Améliorer la ligne de commande

En dehors des raccourcis claviers que j'avais déjà abordé, il existe énormément d'astuces pour améliorer la ligne de commande sous Linux. En voici quelques unes pour gagner encore plus de temps avec la ligne de commande.

Complétion avancée

La touche TAB sert à compléter automatiquement les commandes. C'est diablement efficace, mais bash peut faire mieux ! En chargeant /etc/bash_completion, la complétion dépendra du programme utilisé. « kpdf <tab><tab> » n'affichera que les fichiers PDF (et les répertoires). « apt-get install python-<tab><tab> » affiche les paquets Debian installables dont le nom débute par « python- ». Pour l'activer la complétion avancée, ajoutez dans votre ~/.bashrc :

source /etc/bash_completion

Le chargement de bash sera plus long, mais vous serez beaucoup efficace avec votre ligne de commande !

Ignorer les doublons dans l'historique

Par défaut, bash conserve toutes les commandes tapées. J'ai présenté dans mon billet précédent la variable d'environnement HISTIGNORE pour ignorer certains commandes. Pour ne pas sauver un commande saisie plusieurs fois, utilisez :

export HISTCONTROL=ignoredups

Rappel : CTRL+r permet de rechercher une commande déjà tapée en en saisissant quelques lettres.

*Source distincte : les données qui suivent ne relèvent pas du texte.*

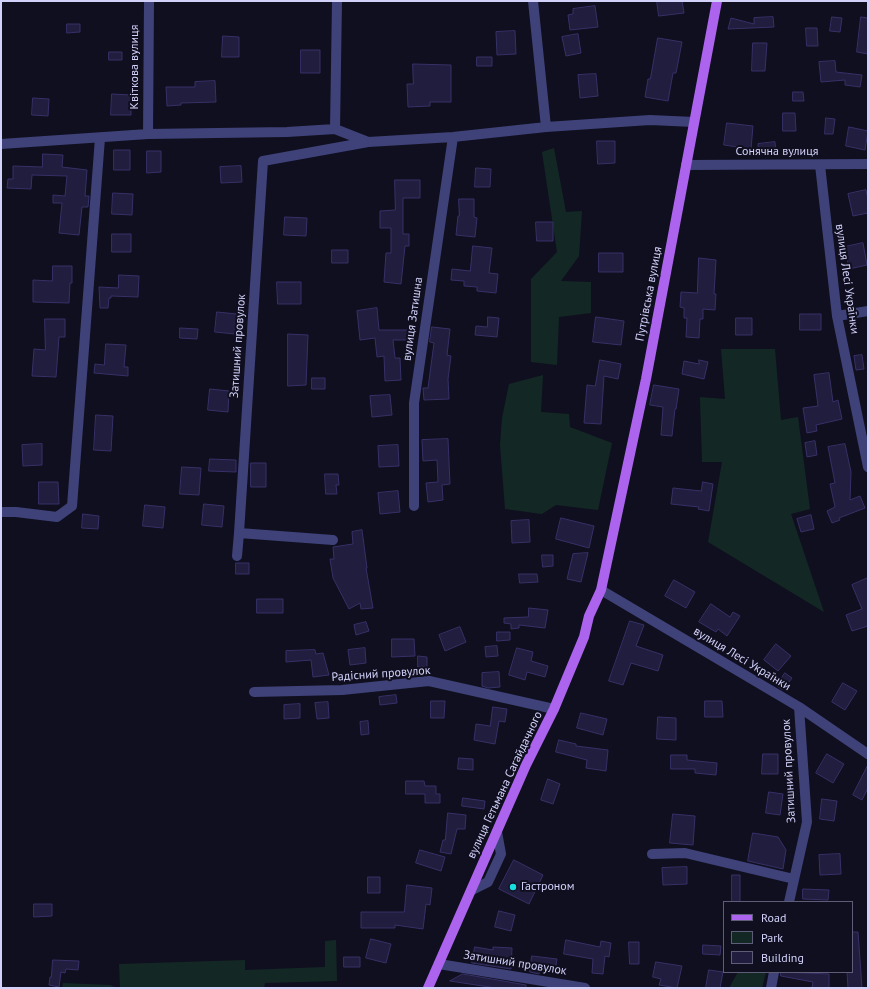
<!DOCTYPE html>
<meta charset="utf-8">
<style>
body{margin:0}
#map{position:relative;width:869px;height:989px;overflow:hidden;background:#100f1f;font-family:"PT Sans",sans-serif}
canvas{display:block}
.frame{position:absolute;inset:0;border:2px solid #d2d1fa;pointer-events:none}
.legend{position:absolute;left:723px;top:901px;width:130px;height:72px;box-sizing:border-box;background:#100f1f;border:1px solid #5e5d77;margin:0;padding:5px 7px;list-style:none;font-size:12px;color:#d2d1fa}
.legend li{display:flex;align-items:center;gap:8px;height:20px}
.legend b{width:20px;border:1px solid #5e5d77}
</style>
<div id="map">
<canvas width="869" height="989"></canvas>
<div class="frame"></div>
<ul class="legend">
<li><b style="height:5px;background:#ac64ee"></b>Road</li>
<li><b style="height:11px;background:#132825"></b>Park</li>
<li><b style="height:11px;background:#201d3e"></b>Building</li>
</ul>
</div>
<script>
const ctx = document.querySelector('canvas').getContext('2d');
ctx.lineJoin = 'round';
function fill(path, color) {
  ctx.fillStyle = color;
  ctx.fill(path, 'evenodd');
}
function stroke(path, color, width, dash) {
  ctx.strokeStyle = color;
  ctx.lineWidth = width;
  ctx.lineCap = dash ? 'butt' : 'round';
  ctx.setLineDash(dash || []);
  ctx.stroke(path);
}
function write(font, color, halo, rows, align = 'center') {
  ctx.font = font + ' "PT Sans",sans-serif';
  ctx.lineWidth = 4;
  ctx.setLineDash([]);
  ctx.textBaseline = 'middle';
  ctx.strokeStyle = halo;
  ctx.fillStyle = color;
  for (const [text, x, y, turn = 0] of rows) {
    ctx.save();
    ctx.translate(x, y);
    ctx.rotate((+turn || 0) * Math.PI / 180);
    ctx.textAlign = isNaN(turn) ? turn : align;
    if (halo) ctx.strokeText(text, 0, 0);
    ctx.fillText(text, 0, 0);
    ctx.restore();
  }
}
fill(new Path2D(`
 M554,148L566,212L582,211L579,256L561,281L591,282V313L559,317L557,365L531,362V279L557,252L542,152Z
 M721,349H775L781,420L798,417L810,509L791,514L824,612L708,542L722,462H702L700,397L725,399Z
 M543,375L541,412L569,414L570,427L612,443L598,510L556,505L542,514L505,509L500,445L502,418L509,384Z
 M336,940L337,981L265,983L264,988H120L119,964L245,960V970L325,967V941Z
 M738,972H766L762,988H729Z
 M63,983L110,985L117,988H62Z`), '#132825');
const building = new Path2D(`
 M657,1H682L684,13L659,16Z
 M595,6L598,27L570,30L568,15L573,14V9Z
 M773,17L774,27L728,29L731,18L754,24V18Z
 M832,17L842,18L840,32L830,31Z
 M861,17L868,18V54L857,52Z
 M67,24H80V32L67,33Z
 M806,28H817L818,46H807Z
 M515,31L516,54L497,55L496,32Z
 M578,34L581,53L566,56L562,37Z
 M223,36L239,37V57H222Z
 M658,38L682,42L676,73H673L668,101L645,97L648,79H650Z
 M753,43H767L765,71H752Z
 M301,50H320V73H301Z
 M109,52H122V60H109Z
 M477,57H492V66H477Z
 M835,61L836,72L862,75L860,87L845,85V80L821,82L819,62Z
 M413,64L451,65V102H430V106L408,107L407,84H413Z
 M596,74L598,96L580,98L578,75Z
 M215,81L216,102L181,103V105L167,106L166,87H195V82Z
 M793,92H803L804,101H793Z
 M112,94L131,95V115H111Z
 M33,98L49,99L48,116L32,115Z
 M783,113H795L796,131H783Z
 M826,118L835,119L833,134H825Z
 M727,123L753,126L751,149L724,145Z
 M849,127L868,131L865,150L846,146Z
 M597,141H615V163L598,164Z
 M775,142L776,153L759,155L758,144Z
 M114,150H130V170H114Z
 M147,151H161V172L147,173Z
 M43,154L63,155L62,167L87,170L85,196H89L88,207H82L79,235L59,233L62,203H53V195L65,196L67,176L32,175L31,189L7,188L8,179H13V166L42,167Z
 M241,166L242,182L221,183L220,167Z
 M476,168L491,169L490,187H475Z
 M395,180H420V198H403V234H409V246H405L401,284L384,282L386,253H391V228H380V211L395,210Z
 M866,190L868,199V213L853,216L848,194Z
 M113,193L133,194L132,215L112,214Z
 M459,199H474V217L477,218L475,237L456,235L458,216H459Z
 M285,217L307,218L306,236L284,235Z
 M536,222H553V241H537Z
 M112,234H131V252H112Z
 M863,243L867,265L849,269L845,247Z
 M473,246L492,248L489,273L498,274L496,293L477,291V287L464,286V281L451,280L452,269L470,271Z
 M332,250H348V263H332Z
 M599,253H623V272H599Z
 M699,258L716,260L714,294H716L715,310L703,309V319H700L699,338L686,337L687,318H684V308L680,307L681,292L697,293Z
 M53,266H72V283H70L69,303L33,302V280L52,281Z
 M119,275L139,276L138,297L111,296V298H109L108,308H100L99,287L118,288Z
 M277,282H301V304H278Z
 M377,308L379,330H409V340H393L395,358H400L401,380L385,381L384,356L377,357L375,338L360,340L357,311Z
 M217,312L237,314L235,334L215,332Z
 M800,314H821V330H800Z
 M488,317L499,318L497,337L475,335L476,326L487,327Z
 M596,317L624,321L621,345L593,342Z
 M736,318H752V335H736Z
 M45,319H65V337H59L56,377L32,376L34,349L45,350Z
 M432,327L450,329L447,355L451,356L448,379L449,399L424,400L423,388H428L434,343L430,342Z
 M180,328L198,329L197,339L180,338Z
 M288,334L308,335L306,385L288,386Z
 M106,344L126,345L124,367H128V376L94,373L95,364L104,365Z
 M862,355L864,369L856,370L854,356Z
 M600,360L621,364L618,379L604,376L601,424L584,423L587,385L595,386Z
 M699,360L708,362L704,379L682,374L684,361L699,364Z
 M829,373L833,402L838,400L842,419L816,425L817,431L807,433L803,408L818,406L814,375Z
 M312,378H325V389H312Z
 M654,385L679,389L676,409H675L672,436L661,435L663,407L650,405Z
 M210,389L229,391L228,412L208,410Z
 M390,395L392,415L372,417L370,396Z
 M96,415L113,416L111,451L94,450Z
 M448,439L450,484L442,485L443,500L428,502L426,483L438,482L437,460L423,461L422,440Z
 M815,441L817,455L807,457L805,443Z
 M42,444V465L23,466L22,445Z
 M845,444L851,472L850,500L860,496L865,508L839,518L840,520L832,523L827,511L835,507L830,484L835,483L828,447Z
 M398,445L399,466L379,467L378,446Z
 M210,459L236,460V472L209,471Z
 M251,463H266V487H251Z
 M182,467L201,468L199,495L180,494Z
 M325,474H338L339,485H336L337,494H326Z
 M39,482H58L59,504H39Z
 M703,482L713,484L709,511L698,509L699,507L671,504L673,488L701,491Z
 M398,491L400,512L380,514L378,493Z
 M204,504L224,506L222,527L202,525Z
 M145,505L165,507L163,528L143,526Z
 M83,514L99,516L98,529L82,528Z
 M811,515L814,529L801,532L797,519Z
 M561,518L594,526L589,548L556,539Z
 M529,520L530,542L512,543L511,521Z
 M362,530L367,568H366L373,608L361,609L360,603L349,609L333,578L330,559H334L333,547L353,544L352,532Z
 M588,553L581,582L567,579L573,554Z
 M542,555H553V566L543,567Z
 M236,563H249V574H236Z
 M519,574H537L538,582L520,583Z
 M868,578V626L852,631L846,615L862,609L852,585Z
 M674,580L695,592L686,608L665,596Z
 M257,599H283V613H257Z
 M711,604L730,617L733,612L740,616L727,636L718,629L716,632L699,622Z
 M529,608L548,610L545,628L519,625V628L511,629V624L504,623V618L528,617Z
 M630,621L644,625L636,646L663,655L658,671L631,663L623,685L609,681Z
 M366,622L369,631L356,635L354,625Z
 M460,627L466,642L445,651L439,635Z
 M497,632H510V640L497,641Z
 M392,639H414L415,656L392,657Z
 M776,644L791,656L778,671L764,660Z
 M497,646L498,656L486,657L485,647Z
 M365,648L366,663L350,665L348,650Z
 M517,648L533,652L531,661L548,666L545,677L527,672L525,680L509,675Z
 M315,650L316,654L323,653L329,675L313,677L311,660L286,662V651Z
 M418,656L427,657V667H418Z
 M499,672L500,687L488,688L482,686V673Z
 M785,673L792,678L783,690L777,686Z
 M843,683L857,691L845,710L832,702Z
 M396,695L397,703L380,705L379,697Z
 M431,701H445L444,718H431Z
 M705,701H722L723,717H705Z
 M328,702L329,718L317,719L315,703Z
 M300,704V718L284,719V705Z
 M493,707L507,709L505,722L499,721L495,744L474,740L476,724L490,726Z
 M581,713L607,719L603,735L577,728Z
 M658,717L676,718V740L657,739Z
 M368,721L369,734L361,735L360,722Z
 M559,740L576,744V746L608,750L606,771L586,768L587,760L556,752Z
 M763,754H778V774H762Z
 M827,754L844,764L833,783L816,773Z
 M671,755H687V760L717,763L716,775L695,773V769H671Z
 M459,758L473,759V770L458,769Z
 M868,765V788L862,800L853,795Z
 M548,779L560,784L553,804L541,800Z
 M406,781H424L425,786H436V794H440V803H425V794H406Z
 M769,792L783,794L780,815L766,813Z
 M463,798L485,801L484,809L462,806Z
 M822,799L837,801L834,821L820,819Z
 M448,813L466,815L465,829H457L451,854L440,852L443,840H445Z
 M673,814L695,816L693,845L670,843Z
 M753,833L778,837L786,850L783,869L748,861Z
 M420,850L445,857L441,871L416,863Z
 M840,854L841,874L820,875L819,855Z
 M514,860L543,875L529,904L499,889Z
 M687,867V884L663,885L662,868Z
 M732,875H740V902H732Z
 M368,877H380V893H368Z
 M407,885L432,888L430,905L426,904L423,929L395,925V928H361V912H404Z
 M803,889L829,890L828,900L803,899Z
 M34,904H52V916L34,917Z
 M499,911L515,915L511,931L495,927Z
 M852,932H858L862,988H848L847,972H852Z
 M371,939L391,944L386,963L366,958Z
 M566,940L600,947L601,941L611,943L609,957L605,956L603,974L592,973L593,959L564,954Z
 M629,942H639V964H630Z
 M703,945L721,946L720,955L703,954Z
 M475,947L493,950V947L512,948L511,969L472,963Z
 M532,956L557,959L555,971L540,969L539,974L530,972Z
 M344,957H360V967H344Z
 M53,960L79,961L78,970L66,969L65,973L61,972L59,987L49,985L50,977H51Z
 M656,962L682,966L677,988L659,985L661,979L653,977Z
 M709,970L723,972L720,988H706Z
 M781,972L829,974V988H812L813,982L781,976Z
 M463,974L526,985V988H496L450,981Z`);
fill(building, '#201d3e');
stroke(building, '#363167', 1);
stroke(new Path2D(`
 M337,1L335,129L368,142
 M533,1L546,127
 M148,134L149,1
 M1,144L148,134L287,132L335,129
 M686,165L868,164
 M820,165L837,316L868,467
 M837,316L868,311
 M414,506V403L453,137
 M1,512H16L57,517L72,506L100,138
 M239,533L263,161L368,142L453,137L546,127L650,120L694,122
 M237,556L239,533L333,540
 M601,590L799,707L868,754
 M254,692L342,690L429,681L554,709
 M652,854L685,853L794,879
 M472,890L488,882L501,854L497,832
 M789,902L807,822L799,707
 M439,964L585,988
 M771,988L774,972`), '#3f4279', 10);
stroke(new Path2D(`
 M428,988L526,765L554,709L584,637L589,616L601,590L646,379L717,1`), '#ac64ee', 10);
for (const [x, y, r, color] of [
 [513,887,4,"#18dfdf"]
]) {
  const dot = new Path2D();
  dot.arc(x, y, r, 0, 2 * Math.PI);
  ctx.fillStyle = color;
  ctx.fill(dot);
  stroke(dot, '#100f1f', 1.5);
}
write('12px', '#d2d1fa', '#100f1f', [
 ["Квіткова вулиця",135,67,-90],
 ["Сонячна вулиця",777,152],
 ["вулиця Лесі Українки",847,279,82],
 ["Путрівська вулиця",649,294,-79],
 ["вулиця Затишна",413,319,-82],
 ["Затишний провулок",238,346,-86],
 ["вулиця Лесі Українки",742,659,31],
 ["Радісний провулок",381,674,-4],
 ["Затишний провулок",789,771,-93],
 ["вулиця Гетьмана Сагайдачного",505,785,-65],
 ["Затишний провулок",515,963,9]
]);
write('12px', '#d2d1fa', '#100f1f', [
 ["Гастроном",521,887]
], 'left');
</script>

Utiliser most plutôt que less pour lire du texte

Pour lire un fichier texte, il existe le programme more qui n'est pas très pratique. Le programme less est mieux : il permet de revenir en arrière, rechercher du texte, etc. Il existe encore mieux ! most utilise des couleurs (meilleur rendu des pages de manuel), permet de découper l'écran en plusieurs vues indépendentes, etc. Lisez l'aide intégrée pour les détails. Installez-le avec « apt-get install most » et choisissez-le par défaut en ajoutant dans votre fichier de configuration ~/.bashrc :

export PAGER=most

Activer les couleurs

Plusieurs programmes permettent d'afficher des couleurs mais ne le font pas par défaut pour des raisons de compatibilité avec les anciens terminaux. Activez les couleurs avec :

alias ls='ls --color=auto'
alias grep='grep --color'
alias egrep='egrep --color'

Tailles de fichier avec des unités humaines

L'option « -h » permet d'afficher les tailles avec des unités plus facilement compréhensibles par un humain (19 Ko, 367 Mo, 1 Go, ...) :

alias du='du -h'
alias df='df -h'

La commande ls supporte également l'option.

Passer en mode verbeux

Par défaut, les programmes sont silencieux : ils ne disent pas ce qu'ils font. Or c'est pratique pour vérifier qu'on a bien fait ce qu'on voulait. Aliases pour activer le mode verbeux :

alias ln='ln -v'
alias cp='cp -v'
alias mv='mv -v'
alias rm='rm -v'

Personnaliser l'invite

L'invite est le court texte invitant à saisir une commande, du style « haypo@marge:~$ ». C'est la variable d'environnement PS1 qui contient l'expression pour générer cette invite. « \u » est remplacé par le nom d'utilisateur, « \h » le nom de la machine, « \w » le répertoire de travail, etc.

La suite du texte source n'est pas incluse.